Effect of physiological temperature on the mechanical properties and network structure of biodegradable poly(propylene fumarate)-based networks

Abstract

Poly(propylene fumarate) (PPF)-based networks have exhibited increases in mechanical properties during their initial stages of degradation. This study was designed to investigate whether physiological temperatures are the source of this reinforcing behavior by influencing the formation of additional crosslinks within the network. Utilizing a model PPF network formed with the crosslinking agent poly(propylene fumarate)-diacrylate (PPF-DA), cylindrical specimens were stored in an inert environment and conditioned at -20 and 37°C while their mechanical properties and network structure were monitored over a six week period.

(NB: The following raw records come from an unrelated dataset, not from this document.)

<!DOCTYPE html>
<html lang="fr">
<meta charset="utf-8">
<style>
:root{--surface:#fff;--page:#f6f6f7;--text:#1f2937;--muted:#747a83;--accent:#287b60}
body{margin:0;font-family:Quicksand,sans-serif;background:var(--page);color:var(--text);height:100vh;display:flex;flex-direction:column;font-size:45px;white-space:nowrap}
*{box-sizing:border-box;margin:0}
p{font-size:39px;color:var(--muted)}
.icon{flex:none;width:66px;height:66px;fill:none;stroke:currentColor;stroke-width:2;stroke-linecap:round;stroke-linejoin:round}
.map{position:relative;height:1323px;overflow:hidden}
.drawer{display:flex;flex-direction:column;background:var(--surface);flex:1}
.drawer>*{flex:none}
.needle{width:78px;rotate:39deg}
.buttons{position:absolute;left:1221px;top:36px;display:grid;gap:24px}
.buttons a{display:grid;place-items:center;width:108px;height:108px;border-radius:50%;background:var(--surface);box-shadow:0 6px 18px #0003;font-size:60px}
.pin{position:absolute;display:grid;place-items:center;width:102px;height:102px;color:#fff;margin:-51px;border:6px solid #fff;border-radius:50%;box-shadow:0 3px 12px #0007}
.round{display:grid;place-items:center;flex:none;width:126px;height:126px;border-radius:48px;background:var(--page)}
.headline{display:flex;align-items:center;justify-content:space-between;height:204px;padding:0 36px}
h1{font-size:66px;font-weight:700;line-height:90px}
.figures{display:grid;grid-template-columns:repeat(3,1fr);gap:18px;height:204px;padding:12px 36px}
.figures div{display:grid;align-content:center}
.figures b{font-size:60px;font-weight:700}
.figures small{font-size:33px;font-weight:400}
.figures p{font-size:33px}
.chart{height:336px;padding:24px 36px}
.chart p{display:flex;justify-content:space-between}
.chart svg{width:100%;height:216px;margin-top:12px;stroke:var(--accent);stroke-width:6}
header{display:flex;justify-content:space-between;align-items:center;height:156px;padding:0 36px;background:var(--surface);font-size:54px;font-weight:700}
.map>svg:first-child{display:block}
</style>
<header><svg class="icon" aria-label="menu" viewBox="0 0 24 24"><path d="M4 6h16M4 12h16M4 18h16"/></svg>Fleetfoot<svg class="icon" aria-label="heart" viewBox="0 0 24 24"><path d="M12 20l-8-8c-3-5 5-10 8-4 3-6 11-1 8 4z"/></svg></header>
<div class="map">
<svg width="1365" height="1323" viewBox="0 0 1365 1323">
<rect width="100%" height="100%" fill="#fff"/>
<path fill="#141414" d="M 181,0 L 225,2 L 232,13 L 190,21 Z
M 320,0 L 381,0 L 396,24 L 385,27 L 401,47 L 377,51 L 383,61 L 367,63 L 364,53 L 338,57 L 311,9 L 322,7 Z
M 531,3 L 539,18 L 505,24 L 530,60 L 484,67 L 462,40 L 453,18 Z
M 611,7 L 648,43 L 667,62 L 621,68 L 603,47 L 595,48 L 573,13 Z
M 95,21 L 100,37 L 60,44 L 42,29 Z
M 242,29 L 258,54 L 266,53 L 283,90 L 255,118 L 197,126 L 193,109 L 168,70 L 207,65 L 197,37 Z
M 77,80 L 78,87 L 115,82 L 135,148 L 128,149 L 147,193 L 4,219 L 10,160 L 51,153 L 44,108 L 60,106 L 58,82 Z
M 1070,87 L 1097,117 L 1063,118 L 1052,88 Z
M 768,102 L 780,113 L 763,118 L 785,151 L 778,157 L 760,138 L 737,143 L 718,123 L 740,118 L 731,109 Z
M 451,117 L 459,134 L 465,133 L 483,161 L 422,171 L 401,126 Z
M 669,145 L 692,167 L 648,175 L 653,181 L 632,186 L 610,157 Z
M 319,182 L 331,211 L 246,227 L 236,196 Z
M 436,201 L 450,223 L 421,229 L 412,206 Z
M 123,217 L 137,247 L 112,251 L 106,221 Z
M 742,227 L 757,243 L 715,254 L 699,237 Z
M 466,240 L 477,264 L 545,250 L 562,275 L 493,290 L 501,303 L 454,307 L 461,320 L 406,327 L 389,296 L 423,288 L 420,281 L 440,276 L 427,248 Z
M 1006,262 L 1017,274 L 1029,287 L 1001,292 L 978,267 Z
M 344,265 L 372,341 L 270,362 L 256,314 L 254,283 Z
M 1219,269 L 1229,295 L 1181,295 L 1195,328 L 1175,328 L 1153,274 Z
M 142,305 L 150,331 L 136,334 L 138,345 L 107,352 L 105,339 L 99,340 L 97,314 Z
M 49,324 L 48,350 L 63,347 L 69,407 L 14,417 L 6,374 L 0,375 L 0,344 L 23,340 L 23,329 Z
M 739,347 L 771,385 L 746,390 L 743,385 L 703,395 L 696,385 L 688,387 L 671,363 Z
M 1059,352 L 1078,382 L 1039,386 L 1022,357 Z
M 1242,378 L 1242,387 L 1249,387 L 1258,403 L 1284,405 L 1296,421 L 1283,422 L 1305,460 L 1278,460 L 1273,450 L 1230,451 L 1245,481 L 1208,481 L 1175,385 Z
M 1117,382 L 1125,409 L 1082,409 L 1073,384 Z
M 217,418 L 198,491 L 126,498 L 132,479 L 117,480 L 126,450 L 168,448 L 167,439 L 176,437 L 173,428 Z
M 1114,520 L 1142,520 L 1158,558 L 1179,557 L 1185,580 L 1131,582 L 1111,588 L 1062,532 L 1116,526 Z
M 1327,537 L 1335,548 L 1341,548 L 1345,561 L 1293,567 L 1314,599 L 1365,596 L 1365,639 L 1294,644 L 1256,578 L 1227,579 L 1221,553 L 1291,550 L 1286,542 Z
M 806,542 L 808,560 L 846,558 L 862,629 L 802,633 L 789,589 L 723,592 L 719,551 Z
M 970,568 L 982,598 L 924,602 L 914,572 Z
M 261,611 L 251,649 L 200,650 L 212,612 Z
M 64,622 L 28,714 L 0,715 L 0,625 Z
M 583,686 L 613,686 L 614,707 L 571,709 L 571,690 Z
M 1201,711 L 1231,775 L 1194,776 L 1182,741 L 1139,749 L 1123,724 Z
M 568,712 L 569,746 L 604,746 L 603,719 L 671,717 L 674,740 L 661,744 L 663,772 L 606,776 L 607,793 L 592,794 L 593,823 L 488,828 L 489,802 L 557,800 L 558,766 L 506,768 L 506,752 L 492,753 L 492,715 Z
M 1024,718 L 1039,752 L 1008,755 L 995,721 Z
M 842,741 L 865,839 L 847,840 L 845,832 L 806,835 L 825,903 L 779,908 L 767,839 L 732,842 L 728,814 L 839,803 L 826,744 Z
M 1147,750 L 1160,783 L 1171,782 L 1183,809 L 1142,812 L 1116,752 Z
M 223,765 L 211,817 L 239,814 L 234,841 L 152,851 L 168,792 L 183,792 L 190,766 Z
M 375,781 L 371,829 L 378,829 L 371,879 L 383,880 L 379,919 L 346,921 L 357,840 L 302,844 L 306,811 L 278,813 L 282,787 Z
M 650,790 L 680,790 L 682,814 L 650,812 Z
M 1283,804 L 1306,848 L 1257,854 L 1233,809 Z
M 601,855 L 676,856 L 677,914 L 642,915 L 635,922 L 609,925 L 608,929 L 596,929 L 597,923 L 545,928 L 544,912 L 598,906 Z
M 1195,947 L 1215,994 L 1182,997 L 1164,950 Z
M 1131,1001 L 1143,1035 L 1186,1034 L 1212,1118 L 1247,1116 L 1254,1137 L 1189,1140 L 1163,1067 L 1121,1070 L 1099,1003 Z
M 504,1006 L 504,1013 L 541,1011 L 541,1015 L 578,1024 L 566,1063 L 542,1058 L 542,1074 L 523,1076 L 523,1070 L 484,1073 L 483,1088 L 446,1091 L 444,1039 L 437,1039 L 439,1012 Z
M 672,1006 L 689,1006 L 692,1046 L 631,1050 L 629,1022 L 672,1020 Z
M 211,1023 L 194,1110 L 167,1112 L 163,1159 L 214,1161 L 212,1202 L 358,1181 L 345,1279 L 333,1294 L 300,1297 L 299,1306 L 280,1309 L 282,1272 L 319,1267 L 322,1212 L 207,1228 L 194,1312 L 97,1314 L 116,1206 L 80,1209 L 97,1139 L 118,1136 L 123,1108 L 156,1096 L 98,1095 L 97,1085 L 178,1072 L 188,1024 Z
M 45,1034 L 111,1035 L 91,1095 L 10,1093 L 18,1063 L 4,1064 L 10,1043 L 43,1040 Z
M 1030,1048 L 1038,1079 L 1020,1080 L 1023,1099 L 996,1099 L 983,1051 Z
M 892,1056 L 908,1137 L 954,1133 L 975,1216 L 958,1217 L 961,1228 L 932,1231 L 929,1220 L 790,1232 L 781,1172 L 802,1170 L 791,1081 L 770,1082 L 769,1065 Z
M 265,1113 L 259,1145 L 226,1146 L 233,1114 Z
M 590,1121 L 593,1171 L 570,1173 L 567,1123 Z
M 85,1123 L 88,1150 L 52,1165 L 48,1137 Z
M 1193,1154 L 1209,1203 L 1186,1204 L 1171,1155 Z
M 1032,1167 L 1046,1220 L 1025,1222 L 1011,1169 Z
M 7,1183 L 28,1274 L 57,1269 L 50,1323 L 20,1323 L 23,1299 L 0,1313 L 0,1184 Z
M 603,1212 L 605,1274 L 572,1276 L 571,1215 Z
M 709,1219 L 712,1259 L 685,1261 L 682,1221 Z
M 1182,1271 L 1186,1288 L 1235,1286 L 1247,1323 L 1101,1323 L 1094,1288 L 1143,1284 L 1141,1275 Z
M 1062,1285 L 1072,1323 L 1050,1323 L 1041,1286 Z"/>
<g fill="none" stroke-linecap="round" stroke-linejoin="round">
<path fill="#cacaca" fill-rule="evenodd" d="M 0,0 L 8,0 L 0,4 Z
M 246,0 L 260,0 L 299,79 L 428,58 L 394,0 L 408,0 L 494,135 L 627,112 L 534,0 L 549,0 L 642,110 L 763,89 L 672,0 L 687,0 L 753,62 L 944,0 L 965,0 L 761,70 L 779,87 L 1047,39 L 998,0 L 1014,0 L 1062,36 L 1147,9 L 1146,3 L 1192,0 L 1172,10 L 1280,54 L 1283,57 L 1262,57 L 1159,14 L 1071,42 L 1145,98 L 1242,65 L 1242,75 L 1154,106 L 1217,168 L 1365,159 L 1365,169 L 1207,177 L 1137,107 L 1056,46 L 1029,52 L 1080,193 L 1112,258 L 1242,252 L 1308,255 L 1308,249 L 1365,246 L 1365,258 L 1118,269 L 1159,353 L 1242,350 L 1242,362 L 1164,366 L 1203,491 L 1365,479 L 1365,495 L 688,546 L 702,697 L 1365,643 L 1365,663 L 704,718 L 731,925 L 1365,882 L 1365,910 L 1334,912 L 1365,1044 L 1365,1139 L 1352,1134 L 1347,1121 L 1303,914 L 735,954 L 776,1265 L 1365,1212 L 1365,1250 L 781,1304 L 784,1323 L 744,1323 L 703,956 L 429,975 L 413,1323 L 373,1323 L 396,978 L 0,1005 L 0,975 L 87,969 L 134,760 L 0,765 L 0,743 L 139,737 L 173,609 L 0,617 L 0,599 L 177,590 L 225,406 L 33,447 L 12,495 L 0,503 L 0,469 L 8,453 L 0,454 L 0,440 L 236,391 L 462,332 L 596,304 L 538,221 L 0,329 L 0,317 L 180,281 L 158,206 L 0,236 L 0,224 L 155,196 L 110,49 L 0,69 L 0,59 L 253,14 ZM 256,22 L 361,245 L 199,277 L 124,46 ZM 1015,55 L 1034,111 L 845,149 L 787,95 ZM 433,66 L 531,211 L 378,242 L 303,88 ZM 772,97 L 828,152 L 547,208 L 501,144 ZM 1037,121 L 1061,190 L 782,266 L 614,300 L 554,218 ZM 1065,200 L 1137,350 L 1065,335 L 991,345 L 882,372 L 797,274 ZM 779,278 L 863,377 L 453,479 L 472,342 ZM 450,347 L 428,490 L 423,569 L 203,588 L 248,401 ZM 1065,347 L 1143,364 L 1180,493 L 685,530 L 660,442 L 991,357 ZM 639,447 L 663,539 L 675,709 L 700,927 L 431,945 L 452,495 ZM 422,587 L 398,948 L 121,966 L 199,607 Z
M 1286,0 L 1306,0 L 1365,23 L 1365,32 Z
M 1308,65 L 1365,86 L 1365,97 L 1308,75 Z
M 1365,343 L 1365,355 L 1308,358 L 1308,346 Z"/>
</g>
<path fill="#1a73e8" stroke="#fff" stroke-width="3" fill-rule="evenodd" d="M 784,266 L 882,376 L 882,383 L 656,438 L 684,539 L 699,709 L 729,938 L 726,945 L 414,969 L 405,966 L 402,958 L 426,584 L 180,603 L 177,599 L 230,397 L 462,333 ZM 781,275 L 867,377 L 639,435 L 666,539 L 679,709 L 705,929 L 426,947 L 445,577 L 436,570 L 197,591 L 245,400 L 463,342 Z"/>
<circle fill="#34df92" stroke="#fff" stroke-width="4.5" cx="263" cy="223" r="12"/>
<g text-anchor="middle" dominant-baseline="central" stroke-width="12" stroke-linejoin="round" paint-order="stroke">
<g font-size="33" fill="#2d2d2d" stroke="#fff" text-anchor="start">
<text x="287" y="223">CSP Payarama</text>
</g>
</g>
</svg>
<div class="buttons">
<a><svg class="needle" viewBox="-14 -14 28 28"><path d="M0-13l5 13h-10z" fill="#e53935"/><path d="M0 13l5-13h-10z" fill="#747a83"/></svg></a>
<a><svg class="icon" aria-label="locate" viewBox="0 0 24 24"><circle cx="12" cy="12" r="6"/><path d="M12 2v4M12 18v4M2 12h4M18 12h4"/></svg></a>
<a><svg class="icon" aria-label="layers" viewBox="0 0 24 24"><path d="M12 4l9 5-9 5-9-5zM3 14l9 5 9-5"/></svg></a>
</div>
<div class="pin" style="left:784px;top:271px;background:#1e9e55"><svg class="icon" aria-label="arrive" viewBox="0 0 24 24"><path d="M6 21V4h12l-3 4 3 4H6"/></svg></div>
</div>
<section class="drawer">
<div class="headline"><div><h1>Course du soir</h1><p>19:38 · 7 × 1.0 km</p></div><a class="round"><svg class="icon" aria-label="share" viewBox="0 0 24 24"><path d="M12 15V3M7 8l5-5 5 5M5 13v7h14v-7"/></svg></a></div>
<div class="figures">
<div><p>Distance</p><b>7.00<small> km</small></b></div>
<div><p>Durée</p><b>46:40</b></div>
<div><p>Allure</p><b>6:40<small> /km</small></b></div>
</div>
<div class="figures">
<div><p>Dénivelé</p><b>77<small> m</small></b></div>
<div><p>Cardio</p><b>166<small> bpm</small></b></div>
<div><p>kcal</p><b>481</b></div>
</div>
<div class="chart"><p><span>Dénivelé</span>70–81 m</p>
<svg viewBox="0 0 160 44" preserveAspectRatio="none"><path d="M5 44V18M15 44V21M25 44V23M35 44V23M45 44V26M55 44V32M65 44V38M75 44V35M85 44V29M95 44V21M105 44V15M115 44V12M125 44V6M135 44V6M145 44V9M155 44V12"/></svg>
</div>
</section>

The PPF/PPF-DA specimens exposed to physiological temperatures showed an increase in compressive modulus from 1674 ± 88 to 2059 ± 75 MPa. The double bond conversion improved as well, from 64 ± 1 to 70 ± 1%, indicating that crosslinks were being formed in the network. The additional reactivity occurred exclusively with unreacted fumarate bonds. PPF/PPF-DA networks stored at -20°C showed no changes in mechanical properties; however, they increased when subsequently conditioned at 37°C. The results were used to explain that PPF-based networks undergo a biphasic degradation behavior due to the competing hydrolytic degradation and thermal induced crosslinking. In addition, heat treating the networks at higher temperatures can be utilized as a means to further reinforce PPF-based materials.